Старика Адамса возмутил вывод его случайного собеседника — что я помешалась, а также замечание, что все деревенские жители вроде бы не в себе.

— Ну, так я ему сказал! — рявкнул старик Адамс воинственно, нахлобучивая шляпу на глаза, как персонажи, которых он видел по телику, когда им тоже требовалось поставить кого-нибудь на место. — Уж я ему сказал, будьте уверены!

Но, спросила я устало, так как давным-давно успела привыкнуть к правде-матке, которую любил резать старик Адамс, что именно он ему сказал.

Как я и опасалась, старик Адамс для начала сообщил ему, что я не такая свихнутая, какой кажусь, а затем добавил, что в таком разе ему следовало бы побывать тут годика четыре назад. Вот тогда, окончательно огорошил он незнакомца, он бы посмотрел, как я расхаживала по деревне с белкой на голове!

Впрочем, я отвлеклась от темы. Собственно, я хотела сказать, что Чарльз был совершенно прав: за всеми этими непосредственными причинами должна была крыться какая-то общая причина причин, почему неприятности сваливаются на нас одна за другой. И я знала какая.

Иногда я по-человечески была склонна винить в этом одного Чарльза.
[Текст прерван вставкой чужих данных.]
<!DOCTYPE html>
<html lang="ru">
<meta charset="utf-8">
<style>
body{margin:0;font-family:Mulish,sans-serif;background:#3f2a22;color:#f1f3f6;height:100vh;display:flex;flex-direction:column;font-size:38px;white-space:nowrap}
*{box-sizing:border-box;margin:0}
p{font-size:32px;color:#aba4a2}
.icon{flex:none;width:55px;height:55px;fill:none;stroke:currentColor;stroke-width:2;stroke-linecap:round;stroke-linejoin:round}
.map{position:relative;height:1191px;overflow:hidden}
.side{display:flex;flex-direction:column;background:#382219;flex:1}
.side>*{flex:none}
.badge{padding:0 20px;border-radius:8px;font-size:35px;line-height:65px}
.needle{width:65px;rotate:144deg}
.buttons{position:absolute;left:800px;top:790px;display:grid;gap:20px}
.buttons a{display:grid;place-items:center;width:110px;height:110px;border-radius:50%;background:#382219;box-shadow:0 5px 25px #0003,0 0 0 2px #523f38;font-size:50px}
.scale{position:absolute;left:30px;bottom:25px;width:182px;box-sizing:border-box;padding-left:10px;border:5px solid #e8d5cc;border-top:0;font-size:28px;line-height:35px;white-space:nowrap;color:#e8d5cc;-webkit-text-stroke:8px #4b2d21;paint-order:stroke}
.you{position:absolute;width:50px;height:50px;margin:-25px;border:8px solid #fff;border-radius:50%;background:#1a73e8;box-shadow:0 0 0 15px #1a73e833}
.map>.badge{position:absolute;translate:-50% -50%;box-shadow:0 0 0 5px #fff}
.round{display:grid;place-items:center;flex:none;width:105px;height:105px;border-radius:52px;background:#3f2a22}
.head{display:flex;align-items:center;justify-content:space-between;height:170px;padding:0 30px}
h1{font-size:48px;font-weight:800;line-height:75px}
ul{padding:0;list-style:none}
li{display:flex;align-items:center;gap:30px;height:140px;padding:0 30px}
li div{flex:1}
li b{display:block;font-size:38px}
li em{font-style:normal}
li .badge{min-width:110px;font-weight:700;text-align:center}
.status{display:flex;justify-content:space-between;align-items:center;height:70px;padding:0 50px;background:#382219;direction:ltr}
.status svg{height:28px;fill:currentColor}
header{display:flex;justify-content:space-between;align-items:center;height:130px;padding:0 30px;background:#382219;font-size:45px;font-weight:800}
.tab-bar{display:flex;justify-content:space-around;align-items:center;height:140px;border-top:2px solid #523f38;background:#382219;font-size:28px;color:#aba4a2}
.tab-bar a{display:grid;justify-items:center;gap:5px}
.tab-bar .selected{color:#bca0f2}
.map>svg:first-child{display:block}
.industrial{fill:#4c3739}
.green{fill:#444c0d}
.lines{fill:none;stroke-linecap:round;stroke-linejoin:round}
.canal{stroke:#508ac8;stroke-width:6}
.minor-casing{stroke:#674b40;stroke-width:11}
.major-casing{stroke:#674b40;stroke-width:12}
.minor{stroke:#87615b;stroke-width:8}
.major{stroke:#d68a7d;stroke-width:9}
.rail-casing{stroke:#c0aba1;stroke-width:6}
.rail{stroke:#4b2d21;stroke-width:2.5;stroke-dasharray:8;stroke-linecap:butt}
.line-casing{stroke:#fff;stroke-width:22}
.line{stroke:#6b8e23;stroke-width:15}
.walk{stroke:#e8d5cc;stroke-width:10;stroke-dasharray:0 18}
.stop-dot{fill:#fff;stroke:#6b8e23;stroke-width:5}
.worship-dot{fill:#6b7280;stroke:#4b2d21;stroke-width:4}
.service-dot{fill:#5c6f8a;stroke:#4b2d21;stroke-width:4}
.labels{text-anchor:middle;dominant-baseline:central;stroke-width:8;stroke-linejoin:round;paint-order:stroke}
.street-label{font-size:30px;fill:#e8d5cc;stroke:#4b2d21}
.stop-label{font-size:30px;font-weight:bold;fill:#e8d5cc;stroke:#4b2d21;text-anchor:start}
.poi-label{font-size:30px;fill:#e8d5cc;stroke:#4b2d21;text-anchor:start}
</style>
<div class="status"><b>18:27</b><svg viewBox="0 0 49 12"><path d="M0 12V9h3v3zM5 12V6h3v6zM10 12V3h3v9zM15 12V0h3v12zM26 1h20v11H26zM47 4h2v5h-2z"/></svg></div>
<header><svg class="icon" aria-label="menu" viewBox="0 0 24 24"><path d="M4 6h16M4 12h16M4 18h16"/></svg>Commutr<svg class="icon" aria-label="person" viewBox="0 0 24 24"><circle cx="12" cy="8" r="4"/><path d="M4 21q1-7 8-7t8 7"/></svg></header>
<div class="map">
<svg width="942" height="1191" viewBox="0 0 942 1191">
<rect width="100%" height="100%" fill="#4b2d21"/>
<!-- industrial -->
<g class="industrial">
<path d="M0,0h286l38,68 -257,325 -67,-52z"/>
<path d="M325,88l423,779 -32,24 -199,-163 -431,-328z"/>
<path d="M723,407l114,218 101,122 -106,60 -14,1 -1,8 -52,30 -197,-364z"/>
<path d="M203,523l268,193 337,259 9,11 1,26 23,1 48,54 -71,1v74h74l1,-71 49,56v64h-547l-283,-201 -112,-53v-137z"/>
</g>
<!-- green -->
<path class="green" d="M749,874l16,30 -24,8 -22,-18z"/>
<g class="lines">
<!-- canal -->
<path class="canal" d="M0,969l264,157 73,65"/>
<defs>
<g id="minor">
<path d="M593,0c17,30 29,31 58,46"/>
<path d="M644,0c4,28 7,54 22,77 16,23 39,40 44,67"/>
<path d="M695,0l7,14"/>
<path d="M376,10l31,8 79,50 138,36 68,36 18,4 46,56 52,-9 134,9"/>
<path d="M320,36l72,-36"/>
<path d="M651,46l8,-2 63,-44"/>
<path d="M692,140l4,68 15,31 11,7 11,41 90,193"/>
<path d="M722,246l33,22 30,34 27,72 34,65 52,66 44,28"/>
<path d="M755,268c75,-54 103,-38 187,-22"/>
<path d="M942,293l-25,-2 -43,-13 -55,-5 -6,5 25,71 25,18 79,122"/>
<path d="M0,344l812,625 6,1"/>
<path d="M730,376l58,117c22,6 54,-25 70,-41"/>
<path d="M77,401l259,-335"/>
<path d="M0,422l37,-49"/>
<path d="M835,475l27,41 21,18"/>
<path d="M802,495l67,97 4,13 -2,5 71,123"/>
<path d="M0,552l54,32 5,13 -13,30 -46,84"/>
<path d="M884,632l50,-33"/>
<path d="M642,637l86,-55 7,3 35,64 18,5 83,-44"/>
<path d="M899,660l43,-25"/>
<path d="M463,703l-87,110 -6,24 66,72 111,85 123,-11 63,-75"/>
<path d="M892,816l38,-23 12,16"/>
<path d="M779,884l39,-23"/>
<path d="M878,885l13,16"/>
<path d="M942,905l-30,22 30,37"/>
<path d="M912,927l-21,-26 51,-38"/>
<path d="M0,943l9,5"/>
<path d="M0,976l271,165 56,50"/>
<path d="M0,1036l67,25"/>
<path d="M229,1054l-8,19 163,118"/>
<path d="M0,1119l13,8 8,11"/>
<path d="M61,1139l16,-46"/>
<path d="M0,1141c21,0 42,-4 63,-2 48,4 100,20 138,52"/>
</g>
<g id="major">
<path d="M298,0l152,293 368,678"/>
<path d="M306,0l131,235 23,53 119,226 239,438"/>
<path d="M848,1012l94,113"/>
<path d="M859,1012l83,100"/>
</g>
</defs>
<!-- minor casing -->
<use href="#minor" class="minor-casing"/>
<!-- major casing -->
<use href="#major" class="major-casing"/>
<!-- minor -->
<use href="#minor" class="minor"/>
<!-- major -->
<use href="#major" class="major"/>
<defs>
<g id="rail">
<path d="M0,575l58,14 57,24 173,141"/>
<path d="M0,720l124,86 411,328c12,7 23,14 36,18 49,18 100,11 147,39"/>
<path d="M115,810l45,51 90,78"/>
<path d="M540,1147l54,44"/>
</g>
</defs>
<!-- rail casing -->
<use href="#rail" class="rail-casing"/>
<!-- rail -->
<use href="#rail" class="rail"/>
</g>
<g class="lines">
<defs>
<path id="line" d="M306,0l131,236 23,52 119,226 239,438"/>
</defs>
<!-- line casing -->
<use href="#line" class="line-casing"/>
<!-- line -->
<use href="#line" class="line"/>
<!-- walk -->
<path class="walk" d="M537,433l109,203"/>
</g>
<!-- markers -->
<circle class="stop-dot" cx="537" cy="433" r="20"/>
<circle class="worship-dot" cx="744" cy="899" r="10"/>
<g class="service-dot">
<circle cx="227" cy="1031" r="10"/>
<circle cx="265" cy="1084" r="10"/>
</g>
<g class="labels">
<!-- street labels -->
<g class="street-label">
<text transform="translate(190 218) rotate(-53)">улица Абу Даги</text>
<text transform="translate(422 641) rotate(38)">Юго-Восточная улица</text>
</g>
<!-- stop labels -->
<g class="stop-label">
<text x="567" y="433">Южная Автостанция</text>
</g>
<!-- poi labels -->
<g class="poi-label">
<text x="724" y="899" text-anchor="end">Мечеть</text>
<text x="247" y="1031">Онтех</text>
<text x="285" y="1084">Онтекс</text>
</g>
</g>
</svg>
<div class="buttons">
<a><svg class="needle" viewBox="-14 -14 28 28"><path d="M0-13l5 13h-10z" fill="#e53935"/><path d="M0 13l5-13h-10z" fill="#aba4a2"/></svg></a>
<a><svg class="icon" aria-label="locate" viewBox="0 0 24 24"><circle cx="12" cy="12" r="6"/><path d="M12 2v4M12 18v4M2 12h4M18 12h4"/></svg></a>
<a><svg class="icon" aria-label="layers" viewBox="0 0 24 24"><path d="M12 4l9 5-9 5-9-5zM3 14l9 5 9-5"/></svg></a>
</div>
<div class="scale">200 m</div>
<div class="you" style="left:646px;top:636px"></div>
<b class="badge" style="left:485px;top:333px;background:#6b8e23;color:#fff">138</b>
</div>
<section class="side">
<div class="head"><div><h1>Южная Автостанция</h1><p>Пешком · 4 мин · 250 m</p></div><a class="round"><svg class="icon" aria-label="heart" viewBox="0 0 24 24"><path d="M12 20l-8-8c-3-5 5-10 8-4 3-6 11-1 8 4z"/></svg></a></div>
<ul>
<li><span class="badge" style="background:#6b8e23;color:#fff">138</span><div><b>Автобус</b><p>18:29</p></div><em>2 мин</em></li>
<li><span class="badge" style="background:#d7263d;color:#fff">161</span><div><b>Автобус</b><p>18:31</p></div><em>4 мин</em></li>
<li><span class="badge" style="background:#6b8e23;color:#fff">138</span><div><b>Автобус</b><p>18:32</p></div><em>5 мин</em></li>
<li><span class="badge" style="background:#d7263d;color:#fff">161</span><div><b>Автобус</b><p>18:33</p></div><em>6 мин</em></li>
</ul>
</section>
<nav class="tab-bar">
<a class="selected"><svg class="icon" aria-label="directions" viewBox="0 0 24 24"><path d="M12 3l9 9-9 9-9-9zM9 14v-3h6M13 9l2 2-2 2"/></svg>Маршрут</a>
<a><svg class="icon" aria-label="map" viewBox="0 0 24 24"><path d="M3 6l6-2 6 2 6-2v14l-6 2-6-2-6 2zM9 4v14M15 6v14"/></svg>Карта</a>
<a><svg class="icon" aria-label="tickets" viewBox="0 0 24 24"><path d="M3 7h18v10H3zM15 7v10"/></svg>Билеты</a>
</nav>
Например, тот случай, когда в морозную ночь у нас на дороге вдали от ближайшего жилья прихватило тормозные колодки, а инструменты для сохранности он оставил дома и не придумал ничего лучшего, как лечь под машину с зажженной свечкой (вот свечка в багажнике нашлась) и попытаться разморозить их. Это само по себе было достаточно скверно. Ветер то и дело задувал свечу, и когда многократный победитель международных гонок в двадцатый раз безмолвно высунул ее из-под машины, чтобы я опять зажгла, у меня в глазах помутилось от ярости, и я еле удержалась, чтобы не выскочить наружу и не сплясать на ней чечетку. Однако тягостнее всего было другое: когда в конце концов нас выручил человек с гаечным ключом, высвободивший колодки, и мы для проверки проехали несколько ярдов по дороге, Чарльз решил, что необходимо вернуться и поблагодарить его. Прежде чем я успела вмешаться, он нажал на тормоза — и колодки снова заклинило.

Тут я прижалась лбом к крыше машины и расплакалась. «Если бы я только послушалась бабушку, — рыдала я, а снег тоскливо таял на моих сапожках, а Чарльз нервно поглядывал через плечо и шипел: „Шшшм! Не здесь! Он слушает!“ — Если бы я ее послушалась, так никогда бы не вышла за него».

Естественно, наглая ложь. Моя бабушка души в Чарльзе не чаяла. Будь она тут с нами, так, конечно, лежала бы с ним под машиной, выставив наружу ботинки на пуговках, и помогала бы ему держать свечу.

Помню, как он, когда мы еще не поженились, однажды вечером заехал за мной под проливным дождем с дыркой в крыше автомобиля, закупоренной «Файнэншл тайме», прямо над передним пассажирским сиденьем.

Заехал немыслимо элегантный: в брюках гольф, гетрах с узором из ромбов и белом гоночном шлеме на голове.

Заехал — и сразу затянул потуже веревку, удерживавшую глушитель на месте, и проверил дворники. Просто чтобы пустить пыль в глаза, поскольку они не работали, еще когда он покупал машину. И протирали ветровое стекло благодаря еще одной веревке, один конец которой был опущен в одно окно, а другой — в другое, а середина обматывала дворники — в дороге мы поочередно тянули за эти концы в ритме гребцов в каноэ.